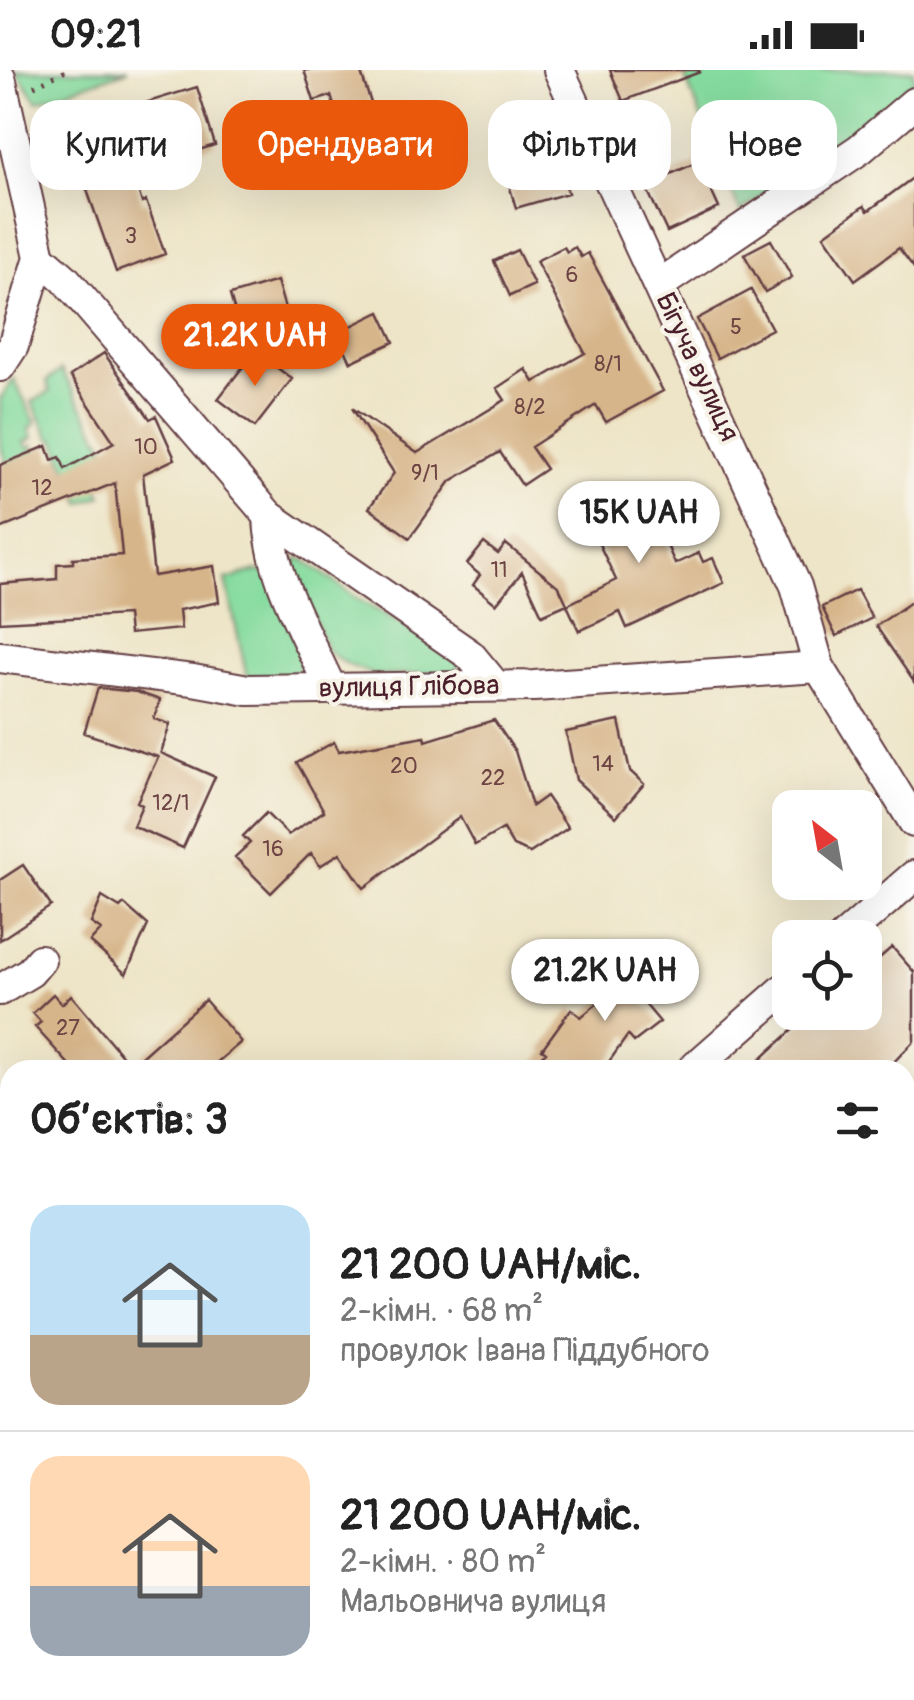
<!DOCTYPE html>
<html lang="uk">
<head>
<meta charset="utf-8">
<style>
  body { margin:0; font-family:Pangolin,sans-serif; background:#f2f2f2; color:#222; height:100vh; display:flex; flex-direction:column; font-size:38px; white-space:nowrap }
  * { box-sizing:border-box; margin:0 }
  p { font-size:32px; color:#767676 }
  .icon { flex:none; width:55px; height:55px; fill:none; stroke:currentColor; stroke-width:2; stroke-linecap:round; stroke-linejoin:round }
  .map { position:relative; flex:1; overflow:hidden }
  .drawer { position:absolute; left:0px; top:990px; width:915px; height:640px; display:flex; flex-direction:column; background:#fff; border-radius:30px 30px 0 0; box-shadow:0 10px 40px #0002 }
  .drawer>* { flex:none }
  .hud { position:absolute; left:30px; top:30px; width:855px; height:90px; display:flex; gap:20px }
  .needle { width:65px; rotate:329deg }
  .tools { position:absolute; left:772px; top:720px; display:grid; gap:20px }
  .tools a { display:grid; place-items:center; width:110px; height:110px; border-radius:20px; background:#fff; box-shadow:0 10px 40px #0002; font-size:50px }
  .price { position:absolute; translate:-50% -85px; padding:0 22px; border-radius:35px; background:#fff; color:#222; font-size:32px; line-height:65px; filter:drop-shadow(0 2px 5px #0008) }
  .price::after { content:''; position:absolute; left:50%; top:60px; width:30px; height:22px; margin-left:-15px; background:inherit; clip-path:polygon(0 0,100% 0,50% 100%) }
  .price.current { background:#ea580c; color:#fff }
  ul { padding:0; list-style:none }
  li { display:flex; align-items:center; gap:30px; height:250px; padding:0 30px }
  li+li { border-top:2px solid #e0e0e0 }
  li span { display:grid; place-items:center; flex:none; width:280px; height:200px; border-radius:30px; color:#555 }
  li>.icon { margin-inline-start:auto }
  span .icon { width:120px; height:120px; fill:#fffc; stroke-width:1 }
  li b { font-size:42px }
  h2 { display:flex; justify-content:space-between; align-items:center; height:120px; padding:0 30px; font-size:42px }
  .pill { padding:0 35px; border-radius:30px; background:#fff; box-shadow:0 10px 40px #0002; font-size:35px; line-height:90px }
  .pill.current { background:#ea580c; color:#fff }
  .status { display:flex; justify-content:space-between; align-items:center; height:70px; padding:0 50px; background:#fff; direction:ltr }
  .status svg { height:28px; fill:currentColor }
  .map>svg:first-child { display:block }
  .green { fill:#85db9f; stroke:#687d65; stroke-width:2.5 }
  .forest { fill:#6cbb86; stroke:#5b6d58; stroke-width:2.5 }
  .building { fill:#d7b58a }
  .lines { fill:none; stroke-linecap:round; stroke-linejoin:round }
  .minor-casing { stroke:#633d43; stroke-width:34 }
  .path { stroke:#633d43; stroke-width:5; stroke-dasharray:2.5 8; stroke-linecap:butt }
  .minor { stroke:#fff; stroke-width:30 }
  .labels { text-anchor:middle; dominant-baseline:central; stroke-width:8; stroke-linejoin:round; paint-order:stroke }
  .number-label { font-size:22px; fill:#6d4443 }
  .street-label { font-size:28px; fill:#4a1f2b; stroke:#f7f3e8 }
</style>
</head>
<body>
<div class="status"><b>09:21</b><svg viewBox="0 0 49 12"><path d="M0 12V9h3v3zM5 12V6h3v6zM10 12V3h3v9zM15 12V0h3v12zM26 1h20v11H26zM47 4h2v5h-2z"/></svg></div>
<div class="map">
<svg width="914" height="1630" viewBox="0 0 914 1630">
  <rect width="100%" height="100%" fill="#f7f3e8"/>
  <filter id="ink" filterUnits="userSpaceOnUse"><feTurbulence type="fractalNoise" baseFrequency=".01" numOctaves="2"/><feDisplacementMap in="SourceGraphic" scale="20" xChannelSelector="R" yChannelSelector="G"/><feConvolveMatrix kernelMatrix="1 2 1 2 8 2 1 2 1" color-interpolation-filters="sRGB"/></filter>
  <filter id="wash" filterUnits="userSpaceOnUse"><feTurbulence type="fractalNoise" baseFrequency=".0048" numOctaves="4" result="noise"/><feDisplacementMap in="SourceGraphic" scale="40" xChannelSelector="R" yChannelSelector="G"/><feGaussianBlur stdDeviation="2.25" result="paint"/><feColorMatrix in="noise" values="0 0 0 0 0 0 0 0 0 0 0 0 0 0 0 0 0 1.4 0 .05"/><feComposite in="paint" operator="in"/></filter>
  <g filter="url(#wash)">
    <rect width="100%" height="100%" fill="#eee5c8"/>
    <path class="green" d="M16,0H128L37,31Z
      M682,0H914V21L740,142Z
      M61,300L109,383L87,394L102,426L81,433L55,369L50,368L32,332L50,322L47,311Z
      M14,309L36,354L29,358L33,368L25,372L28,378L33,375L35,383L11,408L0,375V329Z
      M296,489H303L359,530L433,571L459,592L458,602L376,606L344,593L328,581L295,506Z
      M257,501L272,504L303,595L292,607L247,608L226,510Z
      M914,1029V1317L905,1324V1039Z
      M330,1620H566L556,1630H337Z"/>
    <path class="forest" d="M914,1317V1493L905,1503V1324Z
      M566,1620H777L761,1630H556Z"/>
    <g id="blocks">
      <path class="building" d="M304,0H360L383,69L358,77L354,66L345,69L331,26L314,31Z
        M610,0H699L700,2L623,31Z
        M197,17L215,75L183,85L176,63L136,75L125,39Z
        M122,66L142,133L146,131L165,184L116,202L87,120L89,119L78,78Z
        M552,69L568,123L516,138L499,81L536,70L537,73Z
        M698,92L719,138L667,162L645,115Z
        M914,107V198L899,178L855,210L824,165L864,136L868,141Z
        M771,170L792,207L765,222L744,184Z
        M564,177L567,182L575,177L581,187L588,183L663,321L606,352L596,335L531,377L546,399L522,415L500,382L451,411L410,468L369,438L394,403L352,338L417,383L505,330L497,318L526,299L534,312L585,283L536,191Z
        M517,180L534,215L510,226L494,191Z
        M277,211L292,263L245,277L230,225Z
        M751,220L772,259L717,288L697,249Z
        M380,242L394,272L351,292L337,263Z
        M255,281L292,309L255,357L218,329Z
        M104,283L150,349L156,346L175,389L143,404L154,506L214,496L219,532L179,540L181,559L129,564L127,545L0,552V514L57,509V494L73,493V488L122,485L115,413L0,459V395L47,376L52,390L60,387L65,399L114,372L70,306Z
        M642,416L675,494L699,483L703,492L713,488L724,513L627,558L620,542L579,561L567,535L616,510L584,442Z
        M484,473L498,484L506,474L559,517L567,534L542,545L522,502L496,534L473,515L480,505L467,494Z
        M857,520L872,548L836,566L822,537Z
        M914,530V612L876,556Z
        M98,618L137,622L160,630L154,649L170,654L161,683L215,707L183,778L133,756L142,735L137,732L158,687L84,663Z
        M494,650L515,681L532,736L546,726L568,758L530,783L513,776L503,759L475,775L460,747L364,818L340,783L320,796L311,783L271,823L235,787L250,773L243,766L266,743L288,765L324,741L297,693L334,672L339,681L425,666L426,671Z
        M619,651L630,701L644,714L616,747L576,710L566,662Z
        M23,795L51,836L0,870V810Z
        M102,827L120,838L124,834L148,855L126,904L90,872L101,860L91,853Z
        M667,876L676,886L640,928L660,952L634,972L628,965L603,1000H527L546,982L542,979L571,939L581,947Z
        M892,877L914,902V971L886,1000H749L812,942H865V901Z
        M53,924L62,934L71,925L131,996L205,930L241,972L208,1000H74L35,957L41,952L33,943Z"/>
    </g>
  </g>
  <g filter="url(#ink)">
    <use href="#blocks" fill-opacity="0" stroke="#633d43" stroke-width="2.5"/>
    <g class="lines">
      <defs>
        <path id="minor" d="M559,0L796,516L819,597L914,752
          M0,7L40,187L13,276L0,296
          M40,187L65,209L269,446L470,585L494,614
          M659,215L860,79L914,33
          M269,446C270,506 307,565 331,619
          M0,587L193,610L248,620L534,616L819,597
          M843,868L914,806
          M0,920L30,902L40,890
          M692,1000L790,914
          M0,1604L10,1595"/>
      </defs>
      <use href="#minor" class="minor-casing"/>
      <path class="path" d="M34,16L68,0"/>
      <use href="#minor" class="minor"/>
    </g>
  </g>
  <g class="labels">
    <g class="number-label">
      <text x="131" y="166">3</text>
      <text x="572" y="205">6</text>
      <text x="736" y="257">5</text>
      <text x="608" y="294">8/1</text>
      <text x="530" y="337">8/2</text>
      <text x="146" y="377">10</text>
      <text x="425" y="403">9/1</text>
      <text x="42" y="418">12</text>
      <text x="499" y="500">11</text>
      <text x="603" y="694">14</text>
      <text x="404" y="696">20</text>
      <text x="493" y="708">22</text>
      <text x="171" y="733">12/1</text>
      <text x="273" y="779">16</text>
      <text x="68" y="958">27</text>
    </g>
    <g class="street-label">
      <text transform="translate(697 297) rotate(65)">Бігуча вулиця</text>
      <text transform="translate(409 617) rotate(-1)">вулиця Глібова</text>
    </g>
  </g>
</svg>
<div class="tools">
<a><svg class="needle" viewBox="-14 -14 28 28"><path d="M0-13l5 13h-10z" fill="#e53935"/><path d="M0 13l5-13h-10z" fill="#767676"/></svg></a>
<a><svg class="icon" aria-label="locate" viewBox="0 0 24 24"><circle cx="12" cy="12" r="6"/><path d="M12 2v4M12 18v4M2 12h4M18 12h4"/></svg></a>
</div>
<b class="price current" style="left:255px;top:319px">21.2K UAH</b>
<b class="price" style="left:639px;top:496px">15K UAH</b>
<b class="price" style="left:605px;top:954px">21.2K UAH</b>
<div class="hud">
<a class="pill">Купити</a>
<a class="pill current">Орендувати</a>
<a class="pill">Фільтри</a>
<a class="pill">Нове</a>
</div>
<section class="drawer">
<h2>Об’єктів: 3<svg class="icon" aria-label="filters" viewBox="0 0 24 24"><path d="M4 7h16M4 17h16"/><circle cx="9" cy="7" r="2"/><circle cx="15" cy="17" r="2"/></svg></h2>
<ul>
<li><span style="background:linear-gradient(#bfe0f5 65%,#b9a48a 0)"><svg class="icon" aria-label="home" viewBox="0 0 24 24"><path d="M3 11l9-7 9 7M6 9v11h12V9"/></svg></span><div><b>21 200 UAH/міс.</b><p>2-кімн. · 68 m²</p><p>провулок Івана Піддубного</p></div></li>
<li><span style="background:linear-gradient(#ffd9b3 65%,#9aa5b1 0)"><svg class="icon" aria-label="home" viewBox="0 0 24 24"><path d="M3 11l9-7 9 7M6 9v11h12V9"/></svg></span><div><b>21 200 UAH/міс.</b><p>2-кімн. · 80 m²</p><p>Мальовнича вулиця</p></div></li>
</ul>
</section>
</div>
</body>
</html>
# # # #
TRY IT: Provide the lines again, unchanged, from where the data above begins through the line containing "display:grid; place-items:center; width:110px;", both ends included, omitting pictures and adding nothing.

RESULT OF THE EXERCISE:
<!DOCTYPE html>
<html lang="uk">
<head>
<meta charset="utf-8">
<style>
  body { margin:0; font-family:Pangolin,sans-serif; background:#f2f2f2; color:#222; height:100vh; display:flex; flex-direction:column; font-size:38px; white-space:nowrap }
  * { box-sizing:border-box; margin:0 }
  p { font-size:32px; color:#767676 }
  .icon { flex:none; width:55px; height:55px; fill:none; stroke:currentColor; stroke-width:2; stroke-linecap:round; stroke-linejoin:round }
  .map { position:relative; flex:1; overflow:hidden }
  .drawer { position:absolute; left:0px; top:990px; width:915px; height:640px; display:flex; flex-direction:column; background:#fff; border-radius:30px 30px 0 0; box-shadow:0 10px 40px #0002 }
  .drawer>* { flex:none }
  .hud { position:absolute; left:30px; top:30px; width:855px; height:90px; display:flex; gap:20px }
  .needle { width:65px; rotate:329deg }
  .tools { position:absolute; left:772px; top:720px; display:grid; gap:20px }
  .tools a { display:grid; place-items:center; width:110px; height:110px; border-radius:20px; background:#fff; box-shadow:0 10px 40px #0002; font-size:50px }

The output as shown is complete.